If the pain on any of these stimuli lingers on for more than a few seconds, there may be deep tooth decay close to or into the nerve and a dental appointment may be required.

Causes of sensitive teeth

  1. Until a dentist mentions it, most people brush their teeth backwards and forwards, often with a hard or medium toothbrush. Slowly over time, this tears the gum away and can wear a groove along the gumline of the tooth, exposing the yellow dentine and creating sensitivity. Brushing up and down with a soft toothbrush in a massaging rather than a scrubbing action will stop this tooth and gum damage continuing and with the use of de-sensitising toothpaste may help one avoid a dental appointment.
  2. Gum disease, which results in gums and bone slowly coming away from around the teeth, can also cause exposed dentine and result in sensitivity (see our segment on gum disease).

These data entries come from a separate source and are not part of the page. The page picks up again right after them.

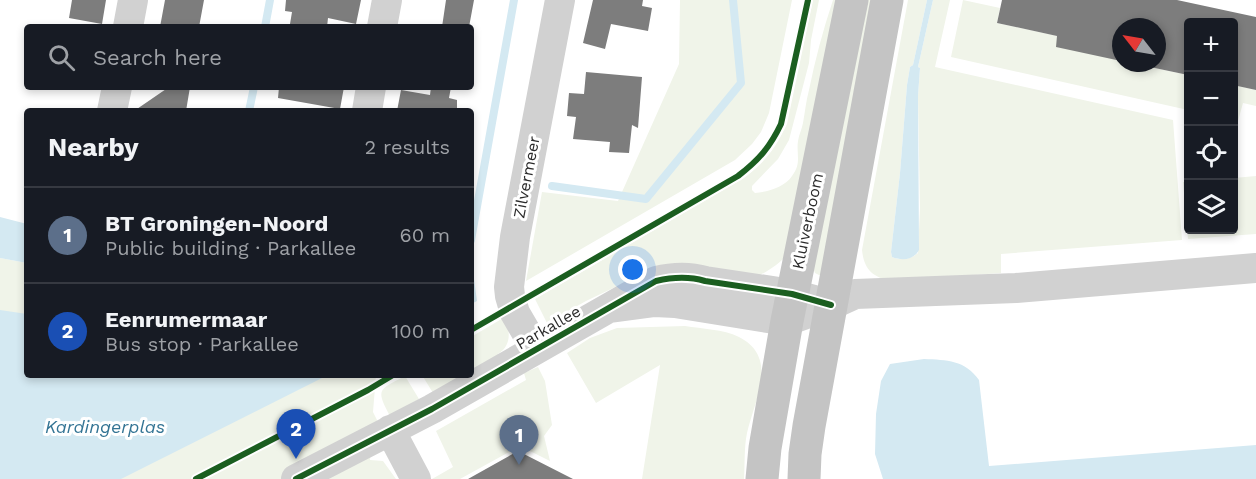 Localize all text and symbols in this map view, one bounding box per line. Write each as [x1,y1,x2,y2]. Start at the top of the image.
north arrow [1112,18,1166,72]
map controls [1184,18,1238,234]
button: + [1184,18,1238,72]
search box [24,24,474,90]
icon: search [45,41,78,74]
text: Search here [93,45,222,70]
button: − [1184,72,1238,126]
button: locate [1184,126,1238,180]
text: Nearby [48,132,139,162]
street label: Zilvermeer [509,134,544,220]
text: 2 results [365,135,450,159]
street label: Kluiverboom [788,171,827,271]
button: layers [1184,180,1238,234]
text: BT Groningen-Noord [105,211,328,236]
text: 1 [63,223,72,247]
text: 60 m [400,223,450,247]
text: Public building · Parkallee [105,236,356,260]
your location [618,255,647,284]
street label: Parkallee [513,301,584,354]
text: Eenrumermaar [105,307,267,332]
text: 2 [62,319,73,343]
text: 100 m [391,319,450,343]
text: Bus stop · Parkallee [105,332,299,356]
pin: 2 [276,410,316,459]
water label: Kardingerplas [45,416,165,437]
pin: 1 [500,416,538,465]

This exposed dentine can often be settled with de-sensitising toothpastes such as Sensodyne or Colgate Sensitive Pro. If this does not help we can paint a light cured sealant called Shield Force which will give a more long term solution.
  3. Tooth grinding (bruxism) at night when asleep can cause teeth to wear down through the enamel and into the dentine. If severe, an acrylic night guard (occusal splint) can be made to stop the teeth from wearing any further.